Discussion in 'The Projects Forum' started by rougie, Sep 17, 2012.

  1. rougie

    Thread Starter Active Member

    Dec 11, 2006
    410
    2
    Hello,

    I have a bread board which requires two voltages. The first is 5VDC and the second one is 3.3VDC.

    Please view the attachment for a simple schematic.

    The problem is that when I adjust my power supply to exactly 5VDC in order to satisfy the 5Volts part of my board, the DC/DC modules shown in attachment deliver 4.27VDC instead of 3.3VDC.

    Now I imagine this is because the DC/DC modules have little load on them, but this is really annoying because my components connected to the DC/DC modules really require 3.3VDC or at worst 3.5 MAX!!!

    My DC/DC modules are "NKE0503SC". I also realize that the more components I connect to the DC/DC modules the more I get cloeser to the expected DC/DC module voltage of 3.3VDC


    My question is, what can one do to temporarily achieve a steady 3.3VDC while building up the board?

    I was thinking of putting a 50 ohm resistor between the 3.3VDC rails to temporarily attain the desired approximate 3.3VDC.

    all feedback is appreciated!
    r
     
  2. KCHARROIS

    Member

    Jun 29, 2012
    292
    1
    Hello,

    Why not use 2 resistors and form a voltage divider to give yourself 3.3V.

    R1 being 3.4K
    R2 being 6.6k
     
  3. rougie

    Thread Starter Active Member

    Dec 11, 2006
    410
    2
    Hello KCHARROIS,

    questions:

    Q#1:
    If,
    It = 4.27/10K = 0.427ma
    VR1 = 0.427ma x 3400ohms = 1.4518V

    Voltage divider will be 4.2 - 1.4518 = 2.74Vdc ???

    Is there a reason why you set the voltage to 2.7 instead of 3.3

    Q#2)
    Will your voltage divider solution be able to hold 3.3VDC at 150ma????

    thanks for your help!
    r
     
  4. t06afre

    AAC Fanatic!

    May 11, 2009
    5,939
    1,222
    I think you need a bleeder resistor connected to the ground.

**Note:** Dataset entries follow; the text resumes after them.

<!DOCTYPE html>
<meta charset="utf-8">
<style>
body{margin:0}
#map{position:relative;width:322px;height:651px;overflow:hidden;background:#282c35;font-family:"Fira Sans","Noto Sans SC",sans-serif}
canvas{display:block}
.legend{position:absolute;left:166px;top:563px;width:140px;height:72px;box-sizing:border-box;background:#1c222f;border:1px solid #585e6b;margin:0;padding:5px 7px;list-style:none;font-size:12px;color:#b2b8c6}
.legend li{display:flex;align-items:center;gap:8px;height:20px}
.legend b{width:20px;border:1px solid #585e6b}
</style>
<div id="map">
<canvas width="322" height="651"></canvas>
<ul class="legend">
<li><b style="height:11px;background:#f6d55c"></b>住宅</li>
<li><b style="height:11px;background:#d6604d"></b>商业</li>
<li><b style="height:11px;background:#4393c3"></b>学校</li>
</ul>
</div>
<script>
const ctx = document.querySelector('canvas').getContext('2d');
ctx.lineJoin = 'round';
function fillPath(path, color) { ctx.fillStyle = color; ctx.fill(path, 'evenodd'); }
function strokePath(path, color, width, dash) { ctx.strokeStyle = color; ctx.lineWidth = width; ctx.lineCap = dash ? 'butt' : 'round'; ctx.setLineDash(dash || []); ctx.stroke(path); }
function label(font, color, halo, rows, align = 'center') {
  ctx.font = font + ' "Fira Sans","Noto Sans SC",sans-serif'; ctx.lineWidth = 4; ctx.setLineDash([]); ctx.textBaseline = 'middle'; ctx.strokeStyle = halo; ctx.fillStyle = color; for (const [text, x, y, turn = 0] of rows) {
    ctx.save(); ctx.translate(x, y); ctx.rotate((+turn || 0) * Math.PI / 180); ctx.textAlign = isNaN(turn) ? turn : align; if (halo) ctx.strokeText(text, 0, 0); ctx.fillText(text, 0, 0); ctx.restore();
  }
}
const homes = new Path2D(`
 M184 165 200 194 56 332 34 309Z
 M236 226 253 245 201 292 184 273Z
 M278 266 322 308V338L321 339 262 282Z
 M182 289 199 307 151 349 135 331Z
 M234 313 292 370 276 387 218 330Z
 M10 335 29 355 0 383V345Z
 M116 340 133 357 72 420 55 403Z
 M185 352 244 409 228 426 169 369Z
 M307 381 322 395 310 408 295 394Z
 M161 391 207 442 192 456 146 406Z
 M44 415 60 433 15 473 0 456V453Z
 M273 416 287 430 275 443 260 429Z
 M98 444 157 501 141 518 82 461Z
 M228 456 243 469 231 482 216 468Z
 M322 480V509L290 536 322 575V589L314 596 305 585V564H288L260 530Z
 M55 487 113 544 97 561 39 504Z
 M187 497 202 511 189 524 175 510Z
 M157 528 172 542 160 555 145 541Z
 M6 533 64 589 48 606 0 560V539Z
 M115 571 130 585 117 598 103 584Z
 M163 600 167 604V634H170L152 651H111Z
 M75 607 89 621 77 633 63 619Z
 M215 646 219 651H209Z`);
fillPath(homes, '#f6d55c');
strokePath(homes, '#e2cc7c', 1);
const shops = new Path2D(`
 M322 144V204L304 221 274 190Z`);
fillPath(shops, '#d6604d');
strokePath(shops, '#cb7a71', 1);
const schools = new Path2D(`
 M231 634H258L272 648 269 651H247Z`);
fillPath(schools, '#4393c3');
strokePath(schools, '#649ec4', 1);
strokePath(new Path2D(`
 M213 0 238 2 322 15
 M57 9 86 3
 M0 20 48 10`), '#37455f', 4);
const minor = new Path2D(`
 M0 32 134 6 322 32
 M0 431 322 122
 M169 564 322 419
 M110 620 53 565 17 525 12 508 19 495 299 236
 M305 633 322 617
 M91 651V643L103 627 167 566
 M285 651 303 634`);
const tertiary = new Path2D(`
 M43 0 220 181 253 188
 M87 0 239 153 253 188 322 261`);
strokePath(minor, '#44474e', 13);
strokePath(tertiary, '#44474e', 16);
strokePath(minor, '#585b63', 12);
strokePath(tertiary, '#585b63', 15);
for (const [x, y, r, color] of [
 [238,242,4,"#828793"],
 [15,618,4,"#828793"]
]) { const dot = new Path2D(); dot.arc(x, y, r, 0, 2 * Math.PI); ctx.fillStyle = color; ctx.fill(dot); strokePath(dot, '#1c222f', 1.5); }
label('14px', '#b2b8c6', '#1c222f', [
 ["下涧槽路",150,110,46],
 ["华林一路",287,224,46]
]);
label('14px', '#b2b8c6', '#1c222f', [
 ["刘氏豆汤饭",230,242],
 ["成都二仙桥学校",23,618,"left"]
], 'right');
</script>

To ensure a minimum load that will give 3.3 volt out from the converters. By the way. Why are you not using a low dropout regulator instead of those DC to DC converters. Do you need isolation?
     
  5. Dodgydave

    Distinguished Member

    Jun 22, 2012
    4,986
    745
  6. rougie

    Thread Starter Active Member

    Dec 11, 2006
    410
    2
    Okay,

    The 4.27 volts was wrong. I disconnected all my DC/DC modules and I was still reading the 4.27VDC on the secondaries of the DC/DC modules???? I realized, I had a wire connected from the 5V system to a diode which connected to the 3.3VDC rails .... LOL!!!

    So still though, I read 4.08VDC instead of 4.27VDC which really isn't that trivial... but still I would prefer 3.3 exactly.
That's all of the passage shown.